Bad news for those who indulge in a morning fry-up - but good news for healthy eaters as price of avocados drop in last 12 months.
The price of our beloved Ulster Fry has been sizzling over the last 12 months as food costs rise for the second year.
The cost of items making up the popular cooked breakfast have increased by 2.8% compared to last year because of a significant rise in food price inflation.
Ulster Bank's measure of food price inflation shows that prior to this, consumers had been benefiting from falling prices – the Ulster Fry Index fell by 9% in 2016 and 3% in 2015.
New figures show that of the main items in an Ulster fry, bacon and sausages were amongst the biggest risers, both up 3.8%, according to the latest Consumer Prices Index (CPI).
Meanwhile the price of butter was up almost 8%, and bread saw a price increase of 3.9%.
Not all items making up the Ulster Fry Index saw a price rise though - tomatoes, eggs and margarine all saw price falls in the past year.
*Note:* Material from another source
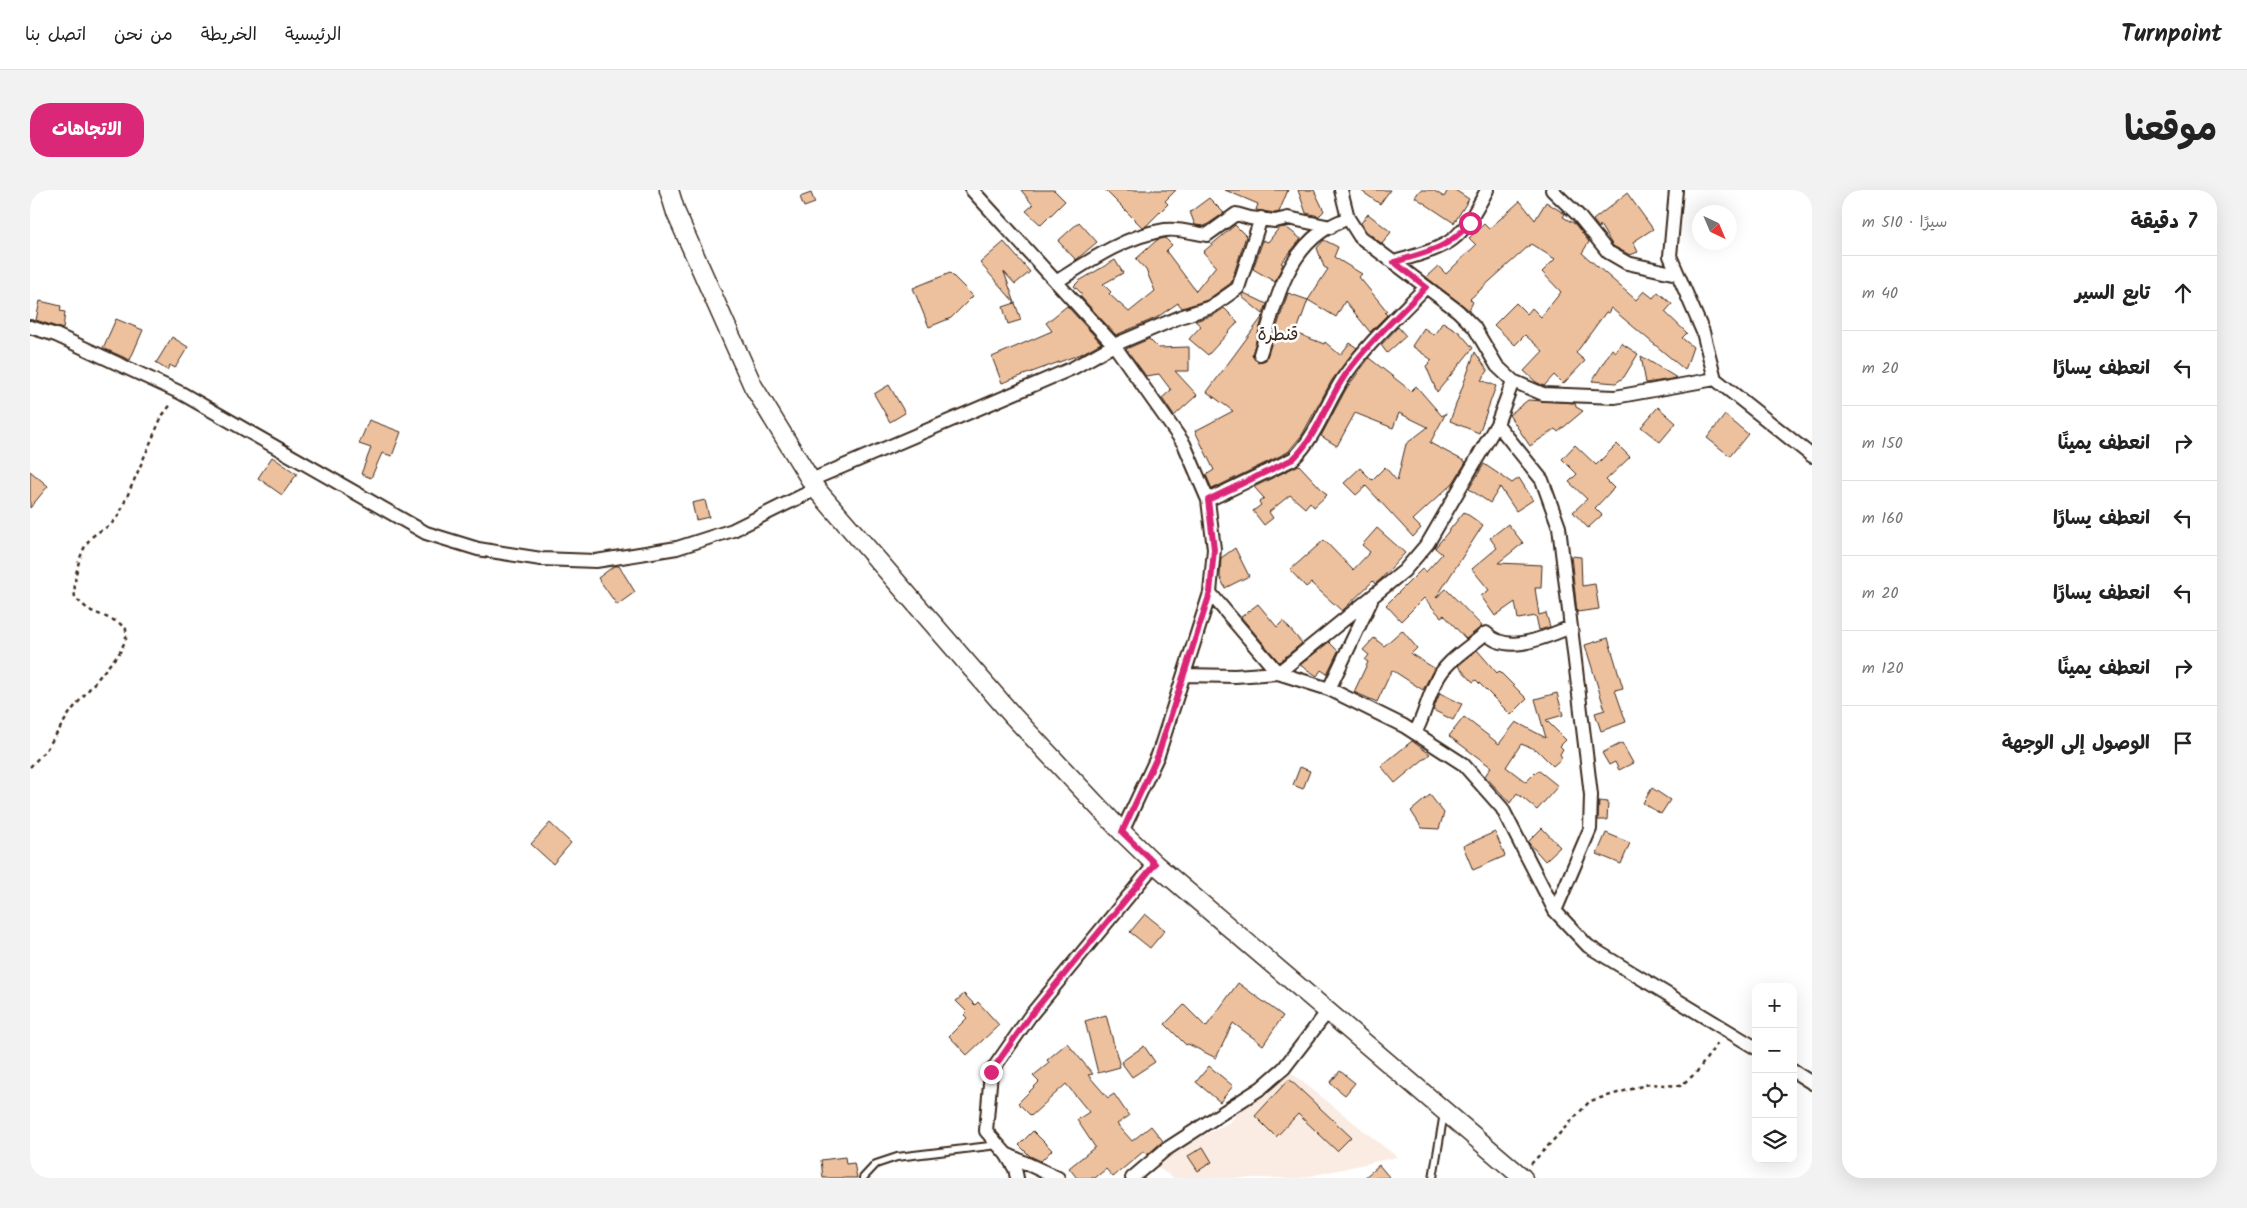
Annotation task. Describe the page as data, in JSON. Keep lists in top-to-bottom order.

Margarine saw the biggest fall of all the items in the index at -5.1%.
Those who eat healthier breakfasts will be relieved to hear that smashed avocado is getting cheaper, down 1.9% in the past 12 months.
Looking at changes over time, despite the rise in the past 12 months, the Ulster Fry Index is still 7.2% lower than it was five years ago. Though it is 22% higher than 10 years ago.
And the Ulster Fry Index up 51% since the Good Friday Agreement was signed 20 years ago.
Richard Ramsey says that the Ulster Fry Index is a bit of fun but contains an important economic message.
“Food makes up a significant proportion of household spending," he said.
"Food and drink is also a key sector of the Northern Ireland economy. So, understanding how the price of food items is changing gives us some insight into both the current state of consumer finances, and also some of the challenges facing the agri-food industry,” Mr Ramsey says.
“There are a wide range of alternative indices around the world – from the Big Mac Index to the Cappuccino Index – which are intended to explain economics terms in a straightforward way and to shed new light on important economic issues.
"Ours is the Ulster Fry Index, and it hopefully gives the man or woman on the street a clearer idea of why their household finances currently are the way they are.
“Looking ahead, we only see the Ulster Fry Index going one way - up. Consumers are going to feel an increasing squeeze as the price of food rises in the months ahead,” he added.